▸ Problem statement:
Find the lines in the records that carry the word "tspan". Copy each one.

▸ Records:
BEGIN
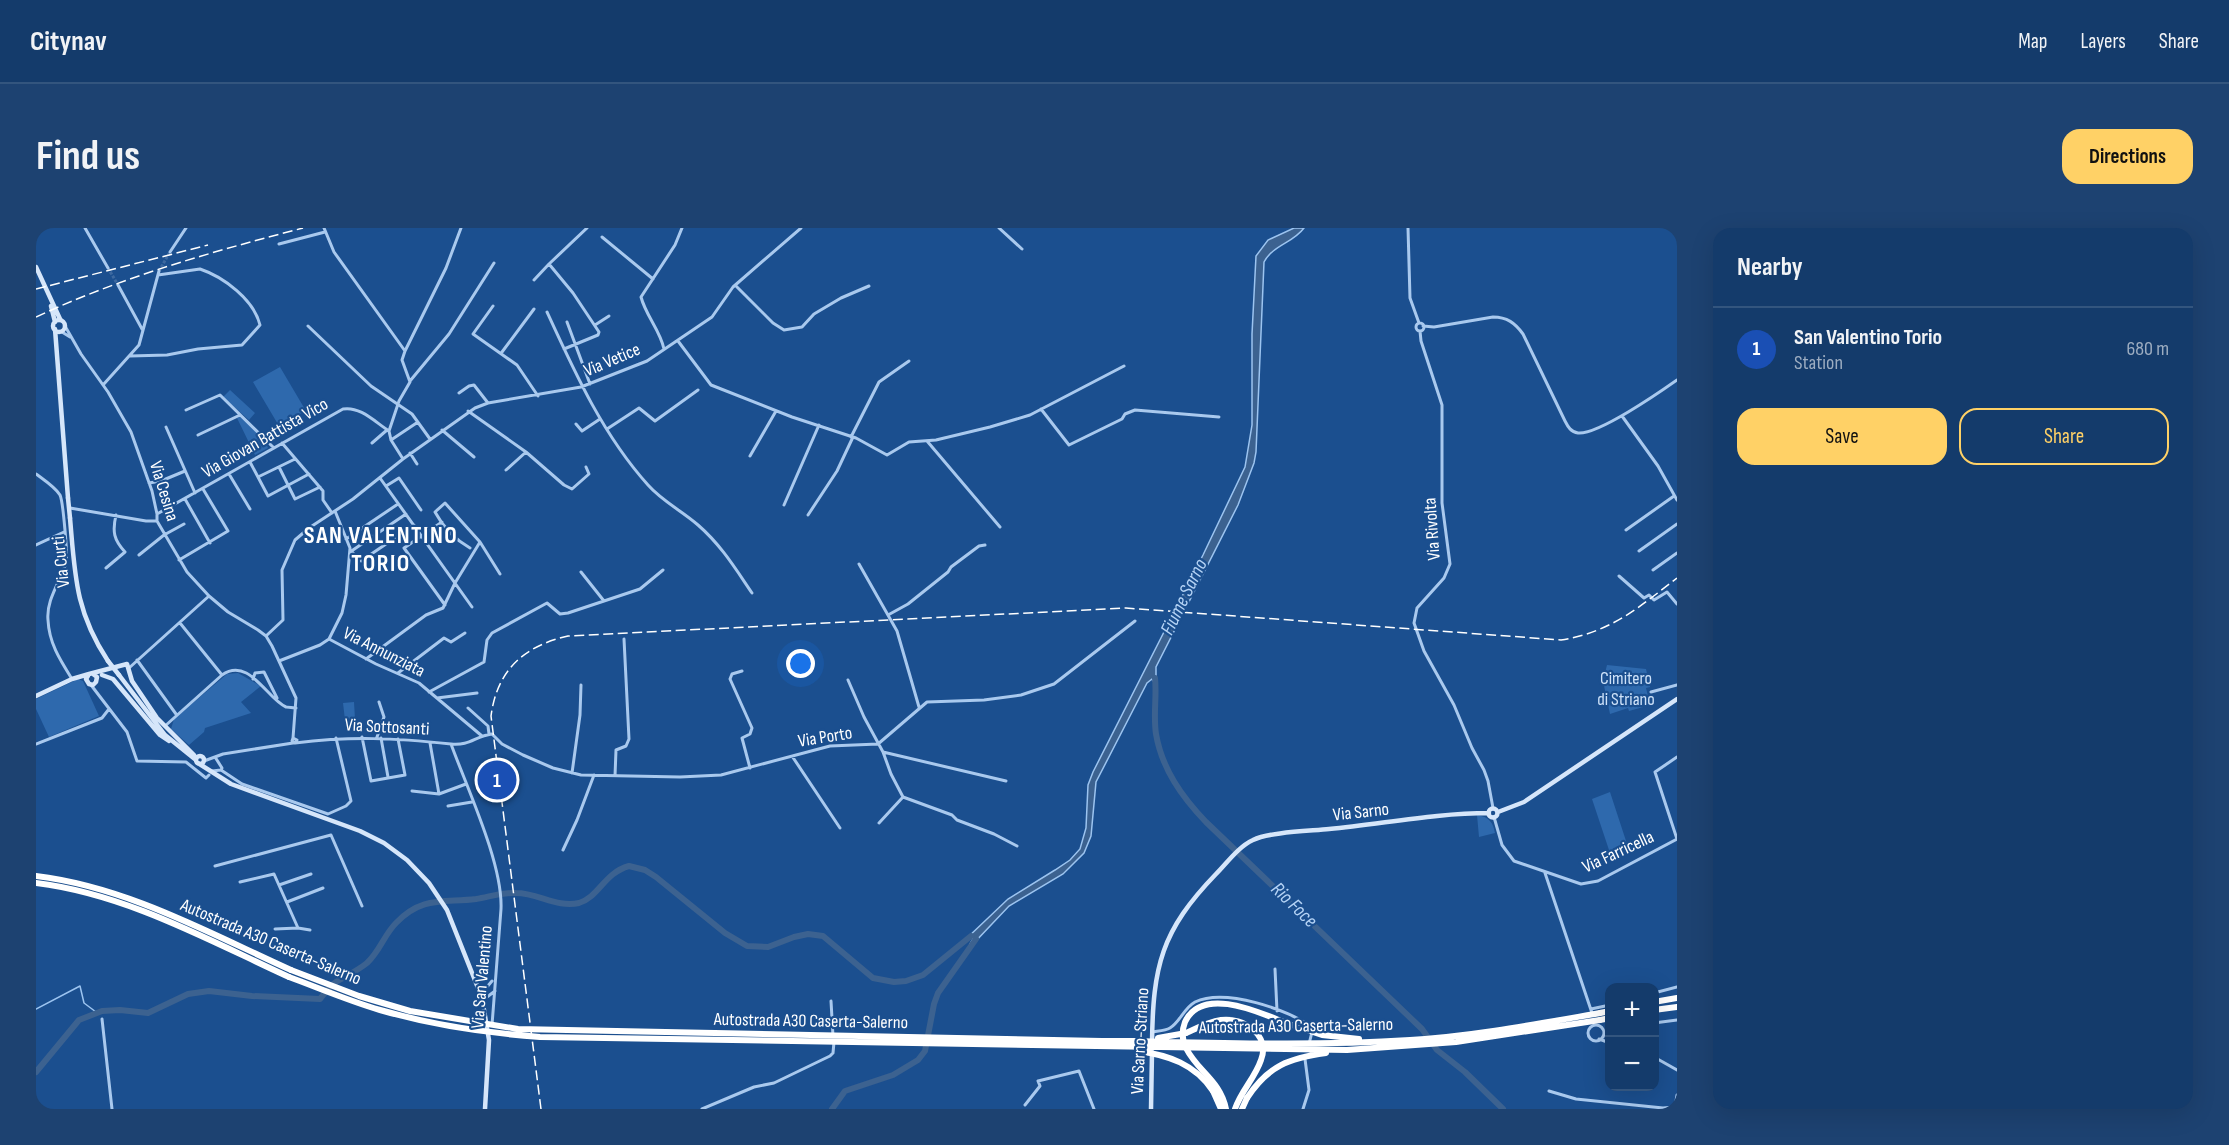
<!DOCTYPE html>
<html lang="en">
<head>
<meta charset="utf-8">
<style>
	:root { --surface:#143b6b; --page:#1d4271; --text:#f1f3f6; --muted:#9dadc1; --line:#33557e; --accent:#ffd166 }
	body { margin:0; font-family:"Sofia Sans Condensed",sans-serif; background:var(--page); color:var(--text) }
	.controls { position:absolute; right:18px; bottom:18px; display:grid; overflow:hidden; border-radius:12px; box-shadow:0 6px 24px #0002 }
	.controls button { width:54px; height:54px; display:grid; place-items:center; padding:0; border:0; border-bottom:2px solid var(--line); background:var(--surface); color:var(--text); font:30px sans-serif }
	.you { position:absolute; left:765px; top:436px; width:21px; height:21px; margin:-15px; border:4px solid #fff; border-radius:50%; background:#1a73e8; box-shadow:0 0 0 9px #1a73e833 }
	.badge { display:grid; place-items:center; width:39px; height:39px; border-radius:50%; background:var(--accent); color:#fff; font-size:20px; font-weight:700 }
	.pin { position:absolute; translate:-50% -50%; border:3px solid #fff; box-shadow:0 2px 6px #0006 }
	.list { margin:0; padding:0; list-style:none }
	h2 { display:flex; justify-content:space-between; align-items:center; height:78px; margin:0; padding:0 24px; font-size:26px }
	h2 small { font-size:20px; font-weight:400; color:var(--muted) }
	.list li { display:grid; grid-template-columns:39px 1fr auto; gap:18px; align-items:center; box-sizing:border-box; height:84px; padding:0 24px; border-top:2px solid var(--line) }
	.list b { display:block; font-size:22px; white-space:nowrap }
	.list p { margin:0; font-size:20px; white-space:nowrap; color:var(--muted) }
	.list em { font-size:20px; font-style:normal; color:var(--muted) }
	.actions { display:flex; gap:12px; padding:18px 24px }
	.actions a { flex:1; padding:14px 0; border:2px solid var(--accent); border-radius:18px; text-align:center; font-size:21px; color:var(--accent) }
	.actions .main { background:var(--accent); color:#111 }
	.map { position:relative; flex:none; width:1641px; height:881px; overflow:hidden; border-radius:18px }
	header { display:flex; align-items:center; gap:36px; box-sizing:border-box; height:84px; padding:0 30px; background:var(--surface); border-bottom:2px solid var(--line) }
	header strong { font-size:28px }
	nav { display:flex; gap:33px; margin-inline-start:auto; font-size:21px }
	.intro { display:flex; align-items:center; justify-content:space-between; box-sizing:border-box; height:144px; padding:0 36px }
	h1 { margin:0; font-size:42px }
	.button { padding:15px 27px; border-radius:18px; background:var(--accent); color:#111; font-size:21px; font-weight:700 }
	main { display:flex; gap:36px; padding:0 36px }
	aside { flex:1; background:var(--surface); border-radius:18px; box-shadow:0 6px 24px #0002 }
	.map>svg:first-child { display:block }
	.green { fill:#2e69ad }
	.water { fill:#3c6290; stroke:#9cc4f0; stroke-width:1.5 }
	.lines { fill:none; stroke-linecap:round; stroke-linejoin:round }
	.stream { stroke:#9cc4f0; stroke-width:1.5 }
	.river { stroke:#3c6290; stroke-width:6 }
	.street-tunnel { stroke:#3d69a0; stroke-width:3; stroke-dasharray:3 1.5; stroke-linecap:butt }
	.street { stroke:#a9c9ee; stroke-width:3 }
	.secondary { stroke:#d6e6fa; stroke-width:4.5 }
	.highway { stroke:#fff; stroke-width:6 }
	.rail { stroke:#fff; stroke-width:1.5; stroke-dasharray:10 4.5; stroke-linecap:butt }
	.secondary-bridge { stroke:#d6e6fa; stroke-width:4.5 }
	.highway-bridge { stroke:#fff; stroke-width:6 }
	.labels { text-anchor:middle; dominant-baseline:central; stroke-width:4.5; stroke-linejoin:round; paint-order:stroke }
	.street-label { font-size:18px; fill:#fff; stroke:#1b4f8f }
	.park-label { font-size:18px; fill:#cfe3fa; stroke:#1b4f8f }
	.water-label { font-size:20px; font-style:italic; fill:#b5d3f5; stroke:#1b4f8f }
	.district-label { font-size:24px; font-weight:bold; letter-spacing:1.5px; fill:#fff; stroke:#1b4f8f }
</style>
</head>
<body>
<header>
<strong>Citynav</strong>
<nav><a>Map</a><a>Layers</a><a>Share</a></nav>
</header>
<div class="intro"><h1>Find us</h1><a class="button">Directions</a></div>
<main>
<div class="map">
<svg width="1641" height="881" viewBox="0 0 1641 881">
	<rect width="100%" height="100%" fill="#1b4f8f"/>
	<!-- green -->
	<path class="green" d="M244,139l26,44 -27,15 -26,-44z
		M194,162l25,23 -6,7 -26,-23z
		M205,188l23,23 4,9 -13,7 -18,-37z
		M1571,437l39,4 4,18 -4,1 3,12h4l1,4 -25,7 -1,-3 -18,6 -7,-33z
		M202,445l23,13 -20,16 10,11 -46,15 -1,4 -15,13 -18,-16 3,-10 53,-45z
		M42,451l5,2 16,35 -50,21 -13,-28v-10z
		M318,474l1,17 -10,1 -2,-17z
		M1574,564l18,55 -17,9 -19,-57z
		M1441,587c12,2 16,7 18,18l-16,4z"/>
	<!-- water -->
	<path class="water" d="M1258,0h10c-11,15 -31,17 -40,34l-8,190 -2,11 -16,42 -82,162v18l-4,-6 -5,4 -51,99 -5,54 -7,17 -21,21 -54,32 -37,39 -2,-1 3,-5 -2,-2 -5,2 42,-40 47,-29 15,-10 10,-11 6,-21 2,-43 5,-13 110,-217 42,-88 7,-42v-91l4,-78 12,-16z"/>
	<g class="lines">
		<!-- stream -->
		<path class="stream" d="M0,781l44,-23 4,17 12,9"/>
		<!-- river -->
		<path class="river" d="M1119,450c2,18 -2,37 1,56 6,35 26,63 50,88l216,207 15,21 28,22 38,37
			M0,844l43,-52 23,-9 18,-1 28,3 40,-19 21,-3 43,5 68,3c5,-6 10,-13 16,-17 10,-6 21,-11 31,-19 13,-12 17,-28 29,-40 26,-27 47,-20 80,-24 13,-2 27,-7 40,-6 22,0 41,15 63,10 20,-6 25,-30 50,-37l16,4 11,7 69,56 22,13 21,1 26,-10 14,-3 15,2 50,42 21,4 12,-1 17,-6 48,-39
			M796,881l13,-18 48,-16 25,-15 7,-9 9,-47 4,-11 38,-54"/>
		<!-- street-tunnel -->
		<path class="street-tunnel" d="M72,40l10,17
			M123,43l11,-19"/>
		<!-- street -->
		<path class="street" d="M49,0l23,40
			M288,0l10,24 71,99
			M963,0l23,21
			M1372,0l2,70 9,25
			M566,9l51,42
			M243,16l46,-12
			M134,24l16,-24
			M513,36l38,-36
			M498,52l15,-16 24,29 26,39 -1,3 -34,14
			M82,57l24,44
			M699,57l38,38 11,7 18,-3 12,-13 27,-16 28,-12
			M457,78l-20,28 44,31 21,31
			M511,84c28,61 56,123 101,173 14,16 34,26 50,40 23,20 37,43 54,68
			M531,94l23,62
			M1380 99a4 4 0 1 1 8 0a4 4 0 1 1-8 0Z
			M559,97l14,-9
			M29,98l16,28 27,38 23,40 21,59 5,23v7l30,51 22,24 19,16 30,18 8,6 6,10 24,52 -3,40
			M272,98l63,60 41,28 18,25
			M1387,98l11,1 59,-10c14,0 22,6 30,17l42,87c3,6 6,11 13,12 20,2 82,-41 99,-53
			M1384,103l1,10 21,64v98l8,61 -6,14 -27,30 -3,15 10,28 30,54 18,43 12,22 4,11 5,27
			M26,104l8,5
			M642,113l33,44 81,32 64,21 31,17 22,-13 27,-2 54,-13 40,-12 94,-49
			M628,121c-4,-19 -18,-33 -23,-52l34,-52 7,-17
			M466,124l32,-43
			M94,128l37,-1 31,-6 44,-4 18,-20c-6,-25 -36,-48 -60,-56l-42,6
			M374,153l39,-47 45,-71
			M67,157l36,-40 20,-74
			M423,165l10,-7 5,-1 14,18
			M1005,181l28,36 53,-26 3,-5 10,-4 84,7
			M150,182l34,-15 54,53
			M432,183l58,41 38,33 8,4 17,-15 -3,-7
			M1586,188l36,50 19,34
			M540,196l6,7 18,-12
			M130,199l29,66
			M571,201l32,-21 16,13 43,-31
			M406,202l32,27
			M353,203l10,-30 11,-19 -8,-22 3,-9 41,-83 15,-40
			M162,207l42,-20
			M815,209l28,-55 30,-21
			M355,212l27,-18
			M891,213l73,86
			M246,215l41,48v9l9,13
			M336,215l15,-13
			M374,225l7,11
			M714,228l26,-45
			M214,234l18,34 41,-22
			M243,239l16,32 25,-12
			M470,242l20,-18
			M0,246c8,6 19,13 24,21 3,6 8,62 6,68 -6,19 -20,37 -18,57 1,23 12,40 24,59
			M193,246l21,35
			M222,249l37,-18
			M344,250l92,129
			M113,255l12,-2 24,-10
			M350,258l13,-8 22,32
			M149,271l25,44
			M748,277l35,-80
			M34,280l76,13h11
			M121,286l186,-105c17,-3 32,13 46,22l2,9 12,19
			M772,287l29,-44 16,-34
			M406,294l-38,26 41,57
			M1590,302l48,-34
			M310,311l52,-35
			M0,317l28,-13
			M434,320c-14,-8 -27,-21 -35,-36l10,-9 35,39
			M315,323l10,10 53,-36
			M1603,323l38,-27
			M314,324l56,-38
			M103,327l25,-20 20,-11
			M143,332l49,-29 -25,-42
			M823,336l38,67 22,76
			M70,340l19,-16c-11,-12 -13,-20 -9,-37
			M1617,342l24,-17
			M545,344l23,29
			M1583,348l25,22 5,-3 5,5 13,-8 10,12
			M852,387l20,-11 40,-32 3,-5 28,-21 6,-1
			M144,395l42,52
			M230,408l17,-16 -1,-50 13,-30 14,-12 44,-29 50,-40 72,-51 13,-5 93,-16 66,-26 65,-44 21,-30 68,-59
			M293,411l47,25 43,19 63,53
			M330,431l60,-44 17,-7 12,-25 25,-41 20,32
			M101,432l39,54
			M243,433l41,-16 9,-6 13,-26 4,-18 4,-47 -15,-37
			M93,440l80,-72
			M706,443l-10,3 -2,5 22,49 -2,6 -8,4 8,30
			M362,445l46,-35 7,4 14,-9
			M217,451l2,-6 9,-1 13,26
			M812,452l16,37 19,35 123,29
			M55,457l36,47 10,29 49,1 20,16 3,-3
			M393,464l55,-30 3,-22 5,-7 55,-30 13,11 8,-1 72,-24 23,-19
			M1615,464l26,-7
			M401,470l40,-5
			M432,480l20,18 1,8
			M129,498l57,-51c27,-19 45,24 64,32 1,0 9,1 10,1
			M326,509l9,44 34,-6 -7,-36
			M341,509l7,-20 -5,-15
			M257,510l4,2 -2,3 -3,-2z
			M345,510l7,39
			M259,515c57,-7 99,-5 156,1 16,44 52,120 50,165l-9,116
			M394,515l9,51
			M0,516l66,-26 7,-9
			M415,516c19,2 24,-8 41,-10l10,10 21,11 30,13 28,7 99,2 41,-2 109,-29 48,-2 49,-42 57,-2 37,-5 33,-11 81,-63
			M847,524l8,22 12,23 49,18 5,5 37,14 23,12
			M756,528l48,72
			M168,533l19,-7 70,-11
			M185,542l21,14 86,30 18,-8 5,-5 -15,-63
			M176,543l9,-1 1,-2 -7,-11
			M536,545l8,-58 1,-30
			M579,548l1,-26 10,-4 3,-7 -5,-100
			M376,563l27,3 27,-10
			M412,578l24,-4
			M1458,589l8,28 12,16 67,23 17,-3 79,-42
			M843,595l24,-26
			M1641,611l-22,-67 22,-15
			M527,622l14,-30 17,-45
			M179,638l116,-31 31,71
			M1509,645l47,140
			M204,654l34,-8 24,54 12,2
			M243,657l32,-11
			M251,674l36,-14
			M239,701l23,-1
			M1239,741l2,42
			M456,753l-11,13 6,3 8,-6
			M1618,765l23,-6
			M795,773l2,35
			M1555,781l19,-4
			M66,791l10,90
			M1618,795l23,-3
			M1552 805a8 8 0 1 1 16 0a8 8 0 1 1-16 0Z
			M1116,804c5,-1 13,-1 18,-4 10,-6 14,-20 25,-26 30,-14 93,7 118,26l-4,16
			M1563,811l11,4
			M1618,829l23,13
			M1513,863l27,8 87,9 12,-1 2,-12
			M989,877l15,-19 -2,-5 41,-10 15,38
			M666,881l52,-22 20,-4 56,-27 3,-3 1,-11
			M1267,881l6,-19 -4,-31"/>
		<!-- secondary -->
		<path class="secondary" d="M0,39l24,52
			M15,78l4,16
			M17 98a6 6 0 1 1 12 0a6 6 0 1 1-12 0Z
			M19,101l13,169
			M34,290c5,57 5,93 38,143
			M57,446l4,3 -1,5 -3,3 -4,-1 -3,-5 3,-5 38,-10 5,17 25,37 37,37
			M66,447l11,4 47,56 9,6
			M83,447l46,60 31,25
			M0,468l36,-17 17,-5
			M160 532a4 4 0 1 1 8 0a4 4 0 1 1-8 0Z
			M162,535l33,21 129,47 24,12 23,17 22,23 18,27 35,88 7,42 -4,69
			M1452.5 585a4.5 4.5 0 1 1 9 0a4.5 4.5 0 1 1-9 0Z
			M1462,584l26,-10 153,-103
			M1116,815c1,-77 9,-112 64,-169 11,-11 22,-27 37,-34 16,-8 57,-9 76,-11 53,-5 107,-16 160,-16
			M1115,881l1,-57"/>
		<!-- highway -->
		<path class="highway" d="M0,648c91,11 173,57 255,94
			M0,655c90,11 172,57 253,94
			M1618,774l23,-4
			M1618,782l23,-3
			M1564,785l10,-2
			M1564,792l10,-2
			M1150,805c11,-5 22,-11 35,-13 22,-3 50,15 40,40 -6,18 -20,31 -26,49
			M1066,813h30
			M1177,863l8,18
			M1190,881c-6,-29 -28,-37 -40,-61 -4,-8 -4,-18 -1,-26 17,-37 76,-9 101,1
			M1206,881l5,-11"/>
		<!-- rail -->
		<path class="rail" d="M0,61l172,-44
			M0,89c86,-40 175,-65 267,-89
			M505,881l-50,-393c6,-46 33,-70 77,-80l558,-28 435,32c50,-8 77,-32 116,-62"/>
		<!-- secondary-bridge -->
		<path class="secondary-bridge" d="M32,270l2,20
			M72,433l11,14"/>
		<!-- highway-bridge -->
		<path class="highway-bridge" d="M255,742l68,26 51,15 108,18 584,12
			M253,749c30,11 60,24 91,33 52,15 106,23 160,27l807,13 109,-8 144,-22
			M1250,795l36,12 37,4
			M1122,810l28,-5
			M1096,813c93,2 185,5 278,-1 64,-4 127,-16 190,-27
			M1102,823c30,4 57,13 75,40
			M1211,870c21,-32 42,-40 79,-45"/>
	</g>
	<g class="labels">
		<!-- street labels -->
		<g class="street-label">
			<text transform="translate(576 132) rotate(-23)">Via Vetice</text>
			<text transform="translate(229 210) rotate(-30)">Via Giovan Battista Vico</text>
			<text transform="translate(128 263) rotate(73)">Via Cesina</text>
			<text transform="translate(1396 301) rotate(-94)">Via Rivolta</text>
			<text transform="translate(25 334) rotate(-96)">Via Curti</text>
			<text transform="translate(348 424) rotate(27)">Via Annunziata</text>
			<text transform="translate(351 499) rotate(3)">Via Sottosanti</text>
			<text transform="translate(789 509) rotate(-9)">Via Porto</text>
			<text transform="translate(1325 584) rotate(-6)">Via Sarno</text>
			<text transform="translate(1582 624) rotate(-25)">Via Farricella</text>
			<text transform="translate(235 714) rotate(23)">Autostrada A30 Caserta-Salerno</text>
			<text transform="translate(446 749) rotate(-85)">Via San Valentino</text>
			<text transform="translate(775 793) rotate(1)">Autostrada A30 Caserta-Salerno</text>
			<text transform="translate(1260 798) rotate(-1)">Autostrada A30 Caserta-Salerno</text>
			<text transform="translate(1104 813) rotate(-87)">Via Sarno-Striano</text>
		</g>
		<!-- park labels -->
		<g class="park-label">
			<text x="1590" y="450">Cimitero<tspan x="1590" dy="21">di Striano</tspan></text>
		</g>
		<!-- water labels -->
		<g class="water-label">
			<text transform="translate(1148 369) rotate(-64)">Fiume Sarno</text>
			<text transform="translate(1258 677) rotate(44)">Rio Foce</text>
		</g>
		<!-- district labels -->
		<g class="district-label">
			<text x="345" y="307">SAN VALENTINO<tspan x="345" dy="28">TORIO</tspan></text>
		</g>
	</g>
</svg>
<div class="controls">
<button>+</button>
<button>−</button>
</div>
<div class="you"></div>
<div class="pin badge" style="left:461px;top:552px;background:#1a4fb4">1</div>
</div>
<aside>
<h2>Nearby<small></small></h2>
<ul class="list">
<li><span class="badge" style="background:#1a4fb4">1</span><div><b>San Valentino Torio</b><p>Station</p></div><em>680 m</em></li>
</ul>
<div class="actions"><a class="main">Save</a><a>Share</a></div>
</aside>
</main>
</body>
</html>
END
▸ Your solution:
			<text x="1590" y="450">Cimitero<tspan x="1590" dy="21">di Striano</tspan></text>
			<text x="345" y="307">SAN VALENTINO<tspan x="345" dy="28">TORIO</tspan></text>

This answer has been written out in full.